- _The input_:
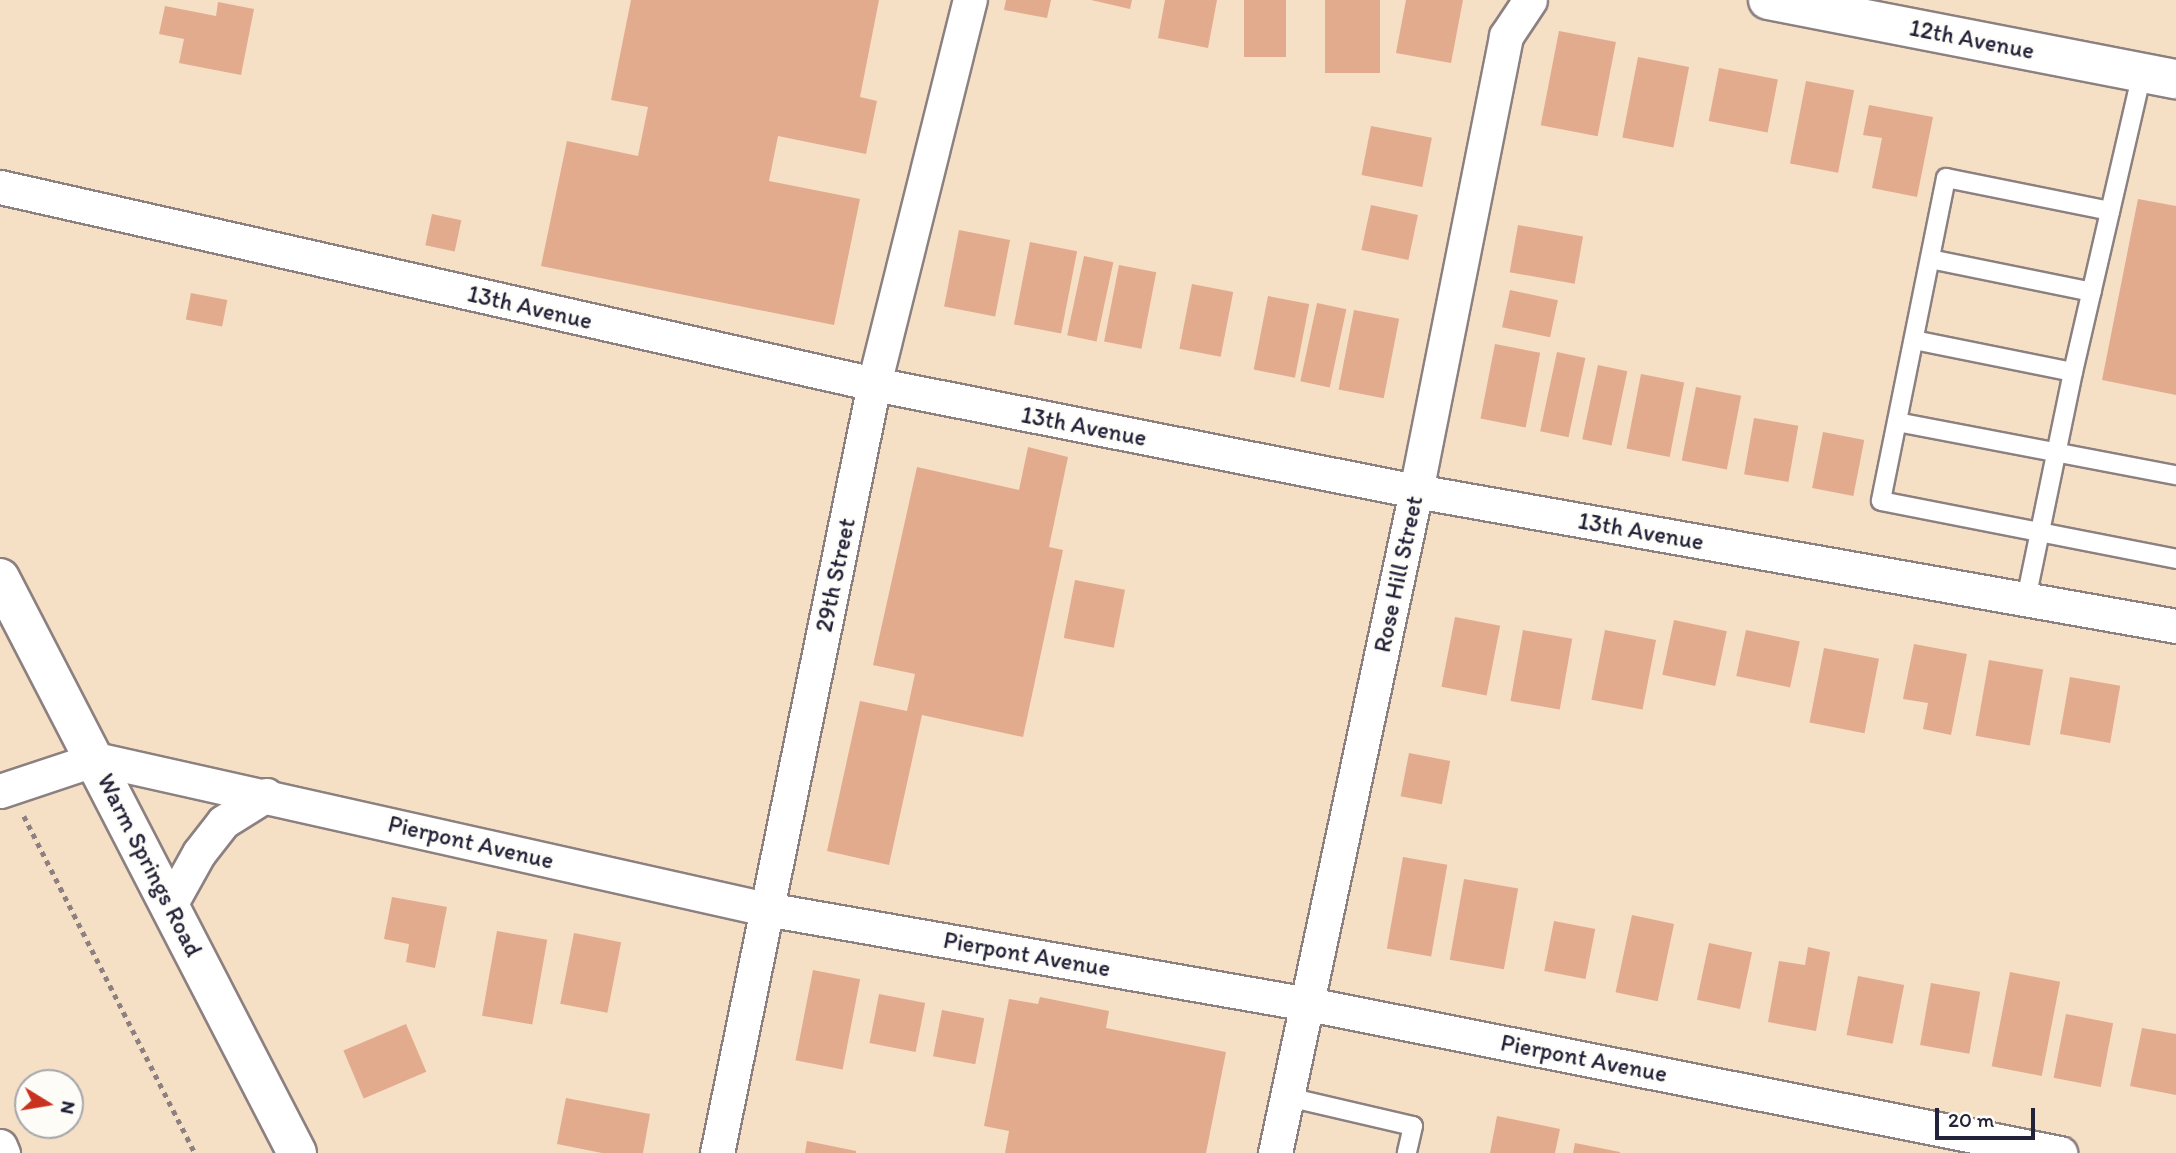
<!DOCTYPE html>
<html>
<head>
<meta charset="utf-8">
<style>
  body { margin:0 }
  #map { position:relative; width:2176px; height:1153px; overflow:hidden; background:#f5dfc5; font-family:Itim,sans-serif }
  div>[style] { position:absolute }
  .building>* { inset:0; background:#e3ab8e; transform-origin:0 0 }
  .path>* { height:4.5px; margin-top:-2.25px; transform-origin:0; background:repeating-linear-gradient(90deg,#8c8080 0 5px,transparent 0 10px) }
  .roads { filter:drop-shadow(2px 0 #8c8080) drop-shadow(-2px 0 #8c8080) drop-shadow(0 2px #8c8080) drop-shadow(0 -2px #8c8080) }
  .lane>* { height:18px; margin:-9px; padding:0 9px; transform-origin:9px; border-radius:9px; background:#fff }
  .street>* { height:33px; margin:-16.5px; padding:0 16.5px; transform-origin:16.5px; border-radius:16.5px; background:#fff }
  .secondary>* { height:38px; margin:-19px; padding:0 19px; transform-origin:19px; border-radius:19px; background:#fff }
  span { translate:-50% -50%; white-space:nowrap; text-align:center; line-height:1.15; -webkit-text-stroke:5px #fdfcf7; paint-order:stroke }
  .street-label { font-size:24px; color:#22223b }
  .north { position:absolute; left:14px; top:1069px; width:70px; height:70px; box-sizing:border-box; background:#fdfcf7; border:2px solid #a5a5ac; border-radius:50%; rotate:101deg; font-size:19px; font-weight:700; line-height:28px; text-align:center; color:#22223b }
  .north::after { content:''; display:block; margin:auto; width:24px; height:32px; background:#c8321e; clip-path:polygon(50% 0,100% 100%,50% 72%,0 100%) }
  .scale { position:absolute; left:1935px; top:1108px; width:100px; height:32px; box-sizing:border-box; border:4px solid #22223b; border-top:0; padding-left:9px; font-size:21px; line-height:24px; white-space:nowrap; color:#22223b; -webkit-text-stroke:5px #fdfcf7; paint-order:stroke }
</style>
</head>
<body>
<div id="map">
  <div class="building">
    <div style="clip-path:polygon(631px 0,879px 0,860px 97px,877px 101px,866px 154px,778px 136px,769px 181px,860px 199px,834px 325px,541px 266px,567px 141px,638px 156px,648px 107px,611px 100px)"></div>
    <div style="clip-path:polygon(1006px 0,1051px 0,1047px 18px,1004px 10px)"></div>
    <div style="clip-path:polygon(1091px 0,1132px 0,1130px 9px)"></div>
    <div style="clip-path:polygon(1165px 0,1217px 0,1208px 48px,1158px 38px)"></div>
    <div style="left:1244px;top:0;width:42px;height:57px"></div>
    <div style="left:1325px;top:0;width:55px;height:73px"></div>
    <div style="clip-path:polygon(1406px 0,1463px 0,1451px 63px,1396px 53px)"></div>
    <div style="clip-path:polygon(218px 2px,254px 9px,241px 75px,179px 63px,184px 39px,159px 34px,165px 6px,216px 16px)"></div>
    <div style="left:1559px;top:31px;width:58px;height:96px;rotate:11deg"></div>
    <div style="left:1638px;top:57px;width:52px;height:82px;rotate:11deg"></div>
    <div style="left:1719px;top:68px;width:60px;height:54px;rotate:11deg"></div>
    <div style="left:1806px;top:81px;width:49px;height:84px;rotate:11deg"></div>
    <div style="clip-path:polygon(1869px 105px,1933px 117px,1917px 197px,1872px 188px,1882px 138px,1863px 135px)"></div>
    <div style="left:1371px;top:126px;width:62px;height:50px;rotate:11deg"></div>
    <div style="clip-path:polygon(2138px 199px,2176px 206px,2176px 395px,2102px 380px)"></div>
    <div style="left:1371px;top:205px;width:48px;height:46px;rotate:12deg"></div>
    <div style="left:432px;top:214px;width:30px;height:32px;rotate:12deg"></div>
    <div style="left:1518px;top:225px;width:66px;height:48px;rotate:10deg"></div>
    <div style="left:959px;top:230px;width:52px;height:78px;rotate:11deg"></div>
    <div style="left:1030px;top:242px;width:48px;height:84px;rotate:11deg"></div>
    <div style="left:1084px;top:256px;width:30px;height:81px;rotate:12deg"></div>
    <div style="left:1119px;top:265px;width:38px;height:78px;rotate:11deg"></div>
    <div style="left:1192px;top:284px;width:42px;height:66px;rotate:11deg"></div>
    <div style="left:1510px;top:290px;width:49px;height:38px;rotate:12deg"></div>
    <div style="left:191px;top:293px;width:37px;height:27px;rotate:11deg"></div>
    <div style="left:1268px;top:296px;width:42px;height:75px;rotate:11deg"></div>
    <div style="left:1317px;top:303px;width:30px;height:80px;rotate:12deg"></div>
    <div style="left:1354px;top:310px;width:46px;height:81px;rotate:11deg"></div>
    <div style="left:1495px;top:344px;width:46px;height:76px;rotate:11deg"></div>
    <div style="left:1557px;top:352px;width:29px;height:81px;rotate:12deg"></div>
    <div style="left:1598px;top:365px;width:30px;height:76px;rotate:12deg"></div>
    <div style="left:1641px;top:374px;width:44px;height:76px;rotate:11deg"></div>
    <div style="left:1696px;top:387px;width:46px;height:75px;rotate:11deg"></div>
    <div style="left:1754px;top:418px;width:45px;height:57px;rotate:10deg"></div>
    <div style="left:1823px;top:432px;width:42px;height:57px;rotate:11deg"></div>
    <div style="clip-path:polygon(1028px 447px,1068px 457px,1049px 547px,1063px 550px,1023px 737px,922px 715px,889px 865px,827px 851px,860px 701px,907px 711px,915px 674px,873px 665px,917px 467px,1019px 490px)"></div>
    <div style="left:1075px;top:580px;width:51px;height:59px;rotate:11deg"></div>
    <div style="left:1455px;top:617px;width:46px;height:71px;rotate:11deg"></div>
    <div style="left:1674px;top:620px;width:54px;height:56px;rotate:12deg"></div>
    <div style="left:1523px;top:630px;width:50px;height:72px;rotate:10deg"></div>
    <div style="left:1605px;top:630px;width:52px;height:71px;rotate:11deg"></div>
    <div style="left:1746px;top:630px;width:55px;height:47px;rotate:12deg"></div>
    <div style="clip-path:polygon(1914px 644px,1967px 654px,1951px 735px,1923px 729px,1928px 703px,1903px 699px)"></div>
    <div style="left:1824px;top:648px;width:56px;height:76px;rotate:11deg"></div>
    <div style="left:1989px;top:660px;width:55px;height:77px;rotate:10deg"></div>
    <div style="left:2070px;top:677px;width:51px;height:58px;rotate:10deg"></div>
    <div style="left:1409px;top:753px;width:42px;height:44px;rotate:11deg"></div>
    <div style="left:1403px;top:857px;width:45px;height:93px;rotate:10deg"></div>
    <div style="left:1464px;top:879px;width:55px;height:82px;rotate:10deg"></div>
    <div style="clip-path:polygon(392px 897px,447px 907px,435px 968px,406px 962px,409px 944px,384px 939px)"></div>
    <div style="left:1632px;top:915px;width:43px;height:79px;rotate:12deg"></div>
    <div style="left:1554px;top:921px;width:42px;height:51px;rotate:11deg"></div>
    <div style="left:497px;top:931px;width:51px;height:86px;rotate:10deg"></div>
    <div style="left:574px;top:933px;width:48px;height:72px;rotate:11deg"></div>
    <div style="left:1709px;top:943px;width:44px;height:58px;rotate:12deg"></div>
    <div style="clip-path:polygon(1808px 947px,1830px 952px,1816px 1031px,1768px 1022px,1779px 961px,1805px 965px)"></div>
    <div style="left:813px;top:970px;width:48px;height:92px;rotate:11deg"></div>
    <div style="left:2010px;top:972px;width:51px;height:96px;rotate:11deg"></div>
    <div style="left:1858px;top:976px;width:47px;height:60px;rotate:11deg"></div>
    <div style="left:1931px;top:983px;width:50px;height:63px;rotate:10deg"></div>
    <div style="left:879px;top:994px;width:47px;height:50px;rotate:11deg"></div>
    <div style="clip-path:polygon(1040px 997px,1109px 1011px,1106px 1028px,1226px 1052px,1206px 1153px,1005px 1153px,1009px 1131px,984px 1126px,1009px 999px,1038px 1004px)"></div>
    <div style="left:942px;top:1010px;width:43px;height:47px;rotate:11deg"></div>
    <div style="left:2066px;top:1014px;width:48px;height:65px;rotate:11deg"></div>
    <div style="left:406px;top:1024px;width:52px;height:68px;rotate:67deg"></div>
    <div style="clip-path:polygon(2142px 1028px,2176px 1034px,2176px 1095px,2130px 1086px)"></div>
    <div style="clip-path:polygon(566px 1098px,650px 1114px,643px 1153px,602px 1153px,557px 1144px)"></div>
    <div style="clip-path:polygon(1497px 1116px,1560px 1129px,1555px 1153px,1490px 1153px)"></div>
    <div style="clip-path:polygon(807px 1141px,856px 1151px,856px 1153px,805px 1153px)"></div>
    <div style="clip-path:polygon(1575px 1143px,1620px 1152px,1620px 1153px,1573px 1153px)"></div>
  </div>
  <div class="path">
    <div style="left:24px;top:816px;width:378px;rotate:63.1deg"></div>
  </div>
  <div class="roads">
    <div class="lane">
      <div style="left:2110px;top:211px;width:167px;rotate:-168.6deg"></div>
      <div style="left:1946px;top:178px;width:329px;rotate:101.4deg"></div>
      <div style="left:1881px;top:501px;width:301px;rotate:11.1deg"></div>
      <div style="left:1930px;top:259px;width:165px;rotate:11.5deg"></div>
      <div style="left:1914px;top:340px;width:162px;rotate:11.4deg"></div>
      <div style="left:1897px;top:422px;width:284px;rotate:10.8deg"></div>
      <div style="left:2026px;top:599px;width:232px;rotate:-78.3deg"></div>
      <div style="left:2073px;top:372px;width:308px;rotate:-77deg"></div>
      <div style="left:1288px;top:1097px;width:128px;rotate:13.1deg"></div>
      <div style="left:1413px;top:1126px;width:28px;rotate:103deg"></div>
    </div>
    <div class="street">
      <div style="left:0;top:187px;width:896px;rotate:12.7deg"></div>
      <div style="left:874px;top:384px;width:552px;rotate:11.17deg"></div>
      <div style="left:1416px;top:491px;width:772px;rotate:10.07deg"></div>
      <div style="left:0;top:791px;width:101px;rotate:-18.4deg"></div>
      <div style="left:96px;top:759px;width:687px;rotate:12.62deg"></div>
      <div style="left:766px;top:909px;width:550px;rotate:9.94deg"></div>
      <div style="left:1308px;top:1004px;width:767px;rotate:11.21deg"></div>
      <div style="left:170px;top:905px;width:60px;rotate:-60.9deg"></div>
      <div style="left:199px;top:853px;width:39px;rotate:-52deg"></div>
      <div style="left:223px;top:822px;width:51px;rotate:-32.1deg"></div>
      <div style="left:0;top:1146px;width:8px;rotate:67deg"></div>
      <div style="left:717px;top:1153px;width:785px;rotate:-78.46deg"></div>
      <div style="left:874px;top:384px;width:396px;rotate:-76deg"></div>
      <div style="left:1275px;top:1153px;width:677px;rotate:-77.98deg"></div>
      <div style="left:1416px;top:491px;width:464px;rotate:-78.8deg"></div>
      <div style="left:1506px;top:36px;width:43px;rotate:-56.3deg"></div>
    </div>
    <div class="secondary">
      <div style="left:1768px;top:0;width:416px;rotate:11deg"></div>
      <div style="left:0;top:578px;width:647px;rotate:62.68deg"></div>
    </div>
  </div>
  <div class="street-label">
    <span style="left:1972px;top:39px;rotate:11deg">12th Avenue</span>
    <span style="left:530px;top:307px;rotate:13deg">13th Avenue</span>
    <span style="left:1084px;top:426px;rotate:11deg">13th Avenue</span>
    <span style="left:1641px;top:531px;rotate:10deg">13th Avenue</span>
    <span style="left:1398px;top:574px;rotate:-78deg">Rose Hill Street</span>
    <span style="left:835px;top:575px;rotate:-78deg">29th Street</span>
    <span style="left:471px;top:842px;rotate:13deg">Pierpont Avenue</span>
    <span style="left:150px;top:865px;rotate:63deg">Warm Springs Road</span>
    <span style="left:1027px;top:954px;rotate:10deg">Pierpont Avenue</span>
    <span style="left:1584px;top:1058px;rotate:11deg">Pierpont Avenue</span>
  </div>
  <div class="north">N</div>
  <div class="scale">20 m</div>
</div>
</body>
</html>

- _What to produce_: Going through the material above, tally the lines holding "roads" and give the number alone.

- _Task output_: 2